A questo punto Le pongo la domanda inversa: chi subirebbe uno svantaggio, qualora venissero innalzati i limiti?

“La piccola-media industria italiana, che è di altissimo livello. Ai tempi di Tim e Omnitel eravamo i migliori d’Europa. Quando Monti modificò la misurazione dei campi elettromagnetici, passando da 6 minuti alla media delle 24 ore, alcune di queste industrie fallirono. Credo che chi ci governa non abbia capito che i profitti derivanti da un’operazione del genere finirebbero all’estero e il denaro non tornerebbe in Italia a sostenere la domanda interna poiché le compagnie telefoniche sono ormai tutte straniere”.

Cosa accadrebbe se si rinunciasse alla tecnologia 5G?

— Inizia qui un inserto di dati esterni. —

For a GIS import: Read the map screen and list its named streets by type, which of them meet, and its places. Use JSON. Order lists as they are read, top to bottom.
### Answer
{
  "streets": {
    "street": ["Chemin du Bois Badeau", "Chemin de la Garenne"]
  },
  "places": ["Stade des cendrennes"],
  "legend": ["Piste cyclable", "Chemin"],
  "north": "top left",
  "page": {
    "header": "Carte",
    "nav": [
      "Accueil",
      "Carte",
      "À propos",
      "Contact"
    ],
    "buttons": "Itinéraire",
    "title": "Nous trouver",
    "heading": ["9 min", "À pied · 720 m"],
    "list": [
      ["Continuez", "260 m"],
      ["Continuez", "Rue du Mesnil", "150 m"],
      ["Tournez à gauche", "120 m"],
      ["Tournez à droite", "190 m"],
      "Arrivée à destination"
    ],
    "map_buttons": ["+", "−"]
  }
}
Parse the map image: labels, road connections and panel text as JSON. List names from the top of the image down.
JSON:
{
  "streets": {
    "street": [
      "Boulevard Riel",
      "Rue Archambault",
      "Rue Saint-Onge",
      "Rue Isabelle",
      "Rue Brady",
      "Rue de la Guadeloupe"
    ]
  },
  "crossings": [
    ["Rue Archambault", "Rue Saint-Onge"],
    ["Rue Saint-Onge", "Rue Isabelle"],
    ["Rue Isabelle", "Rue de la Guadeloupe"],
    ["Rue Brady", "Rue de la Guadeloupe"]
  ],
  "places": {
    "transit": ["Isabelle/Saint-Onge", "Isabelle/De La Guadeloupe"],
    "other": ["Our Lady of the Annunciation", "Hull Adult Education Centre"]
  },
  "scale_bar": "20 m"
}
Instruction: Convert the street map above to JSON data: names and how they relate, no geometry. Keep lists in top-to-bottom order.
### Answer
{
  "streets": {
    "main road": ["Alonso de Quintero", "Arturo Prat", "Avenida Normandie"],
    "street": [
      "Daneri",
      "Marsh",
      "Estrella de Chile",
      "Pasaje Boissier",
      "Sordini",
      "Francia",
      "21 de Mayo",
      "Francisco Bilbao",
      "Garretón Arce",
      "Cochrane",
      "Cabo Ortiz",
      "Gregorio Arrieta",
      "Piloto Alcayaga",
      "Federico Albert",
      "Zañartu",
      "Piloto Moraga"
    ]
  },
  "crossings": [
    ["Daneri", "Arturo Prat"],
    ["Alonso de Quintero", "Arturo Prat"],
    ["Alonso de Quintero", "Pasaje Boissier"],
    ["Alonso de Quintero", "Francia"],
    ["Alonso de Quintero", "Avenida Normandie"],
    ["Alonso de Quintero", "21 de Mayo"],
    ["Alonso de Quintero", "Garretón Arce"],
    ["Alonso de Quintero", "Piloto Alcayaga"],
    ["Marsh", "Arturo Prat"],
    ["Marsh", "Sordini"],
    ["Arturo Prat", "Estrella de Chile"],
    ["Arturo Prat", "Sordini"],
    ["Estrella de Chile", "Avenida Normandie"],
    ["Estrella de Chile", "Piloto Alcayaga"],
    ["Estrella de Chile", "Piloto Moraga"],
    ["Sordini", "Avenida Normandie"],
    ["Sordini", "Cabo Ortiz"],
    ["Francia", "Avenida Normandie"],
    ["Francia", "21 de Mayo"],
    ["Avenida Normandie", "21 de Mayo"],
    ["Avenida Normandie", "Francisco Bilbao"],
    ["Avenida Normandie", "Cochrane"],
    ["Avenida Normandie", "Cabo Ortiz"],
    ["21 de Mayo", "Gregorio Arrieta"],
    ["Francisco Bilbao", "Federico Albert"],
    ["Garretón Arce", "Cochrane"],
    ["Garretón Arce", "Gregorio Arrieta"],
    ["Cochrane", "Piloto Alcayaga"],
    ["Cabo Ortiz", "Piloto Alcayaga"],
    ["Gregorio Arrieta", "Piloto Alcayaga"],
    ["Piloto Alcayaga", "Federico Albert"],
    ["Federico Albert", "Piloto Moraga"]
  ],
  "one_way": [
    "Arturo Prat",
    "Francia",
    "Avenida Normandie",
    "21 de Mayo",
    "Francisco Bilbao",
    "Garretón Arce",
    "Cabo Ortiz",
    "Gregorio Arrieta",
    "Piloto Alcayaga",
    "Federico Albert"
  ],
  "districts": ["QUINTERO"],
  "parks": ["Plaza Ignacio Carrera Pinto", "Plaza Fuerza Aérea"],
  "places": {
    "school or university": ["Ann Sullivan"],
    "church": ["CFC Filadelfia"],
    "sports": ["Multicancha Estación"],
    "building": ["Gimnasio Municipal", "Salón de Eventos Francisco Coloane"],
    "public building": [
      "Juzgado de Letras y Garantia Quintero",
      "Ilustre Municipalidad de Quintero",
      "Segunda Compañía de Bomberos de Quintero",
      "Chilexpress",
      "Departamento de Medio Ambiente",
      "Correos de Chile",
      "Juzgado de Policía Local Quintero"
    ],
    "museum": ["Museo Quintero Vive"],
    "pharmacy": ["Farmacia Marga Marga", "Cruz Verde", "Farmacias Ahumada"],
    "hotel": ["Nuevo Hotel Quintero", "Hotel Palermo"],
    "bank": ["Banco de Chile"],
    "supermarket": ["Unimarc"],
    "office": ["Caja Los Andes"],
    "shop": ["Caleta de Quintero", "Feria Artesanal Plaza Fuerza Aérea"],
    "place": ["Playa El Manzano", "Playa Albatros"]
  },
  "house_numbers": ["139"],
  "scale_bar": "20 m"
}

“Le potenzialità del 5G sono discutibili ma la rete ha il pregio di superare la scarsità della risorsa frequenza. Si tratta di una tecnologia innovativa, che può supportare una quantità di telefonate e di dati superiore, proprio perché lavora in multipoint. Tuttavia il 5G va sviluppato sul territorio con una corretta pianificazione della rete in radiofrequenza, collocando -come ho specificato in precedenza- un maggior numero di stazioni radio base ma non di antenne, anzi con antenne di minor potenza”.

Che cosa può fare il cittadino comune per difendersi dall’elettrosmog?

“Innanzitutto facendo in modo che il legislatore non modifichi l’assetto attuale, cioè che non innalzi il limite di 6 V/m. Per ridurre l’esposizione alle onde in campo lontano si può ricorrere a tende composte da reti metalliche molto fitte, in modo da abbassare la quantità di radiazioni che passano attraverso le finestre”.

Esistono tecnologie ‘pulite’ da sfruttare nel settore delle telecomunicazioni, per ridurre i rischi dell’elettrosmog?

“No, purtroppo non esistono. Qualcuno sostiene che si possa utilizzare con successo il lidar, ma a torto, in quanto il laser non riesce a oltrepassare nessun ostacolo che non fa filtrare la luce e perciò il lidar è inadatto nelle telecomunicazioni”.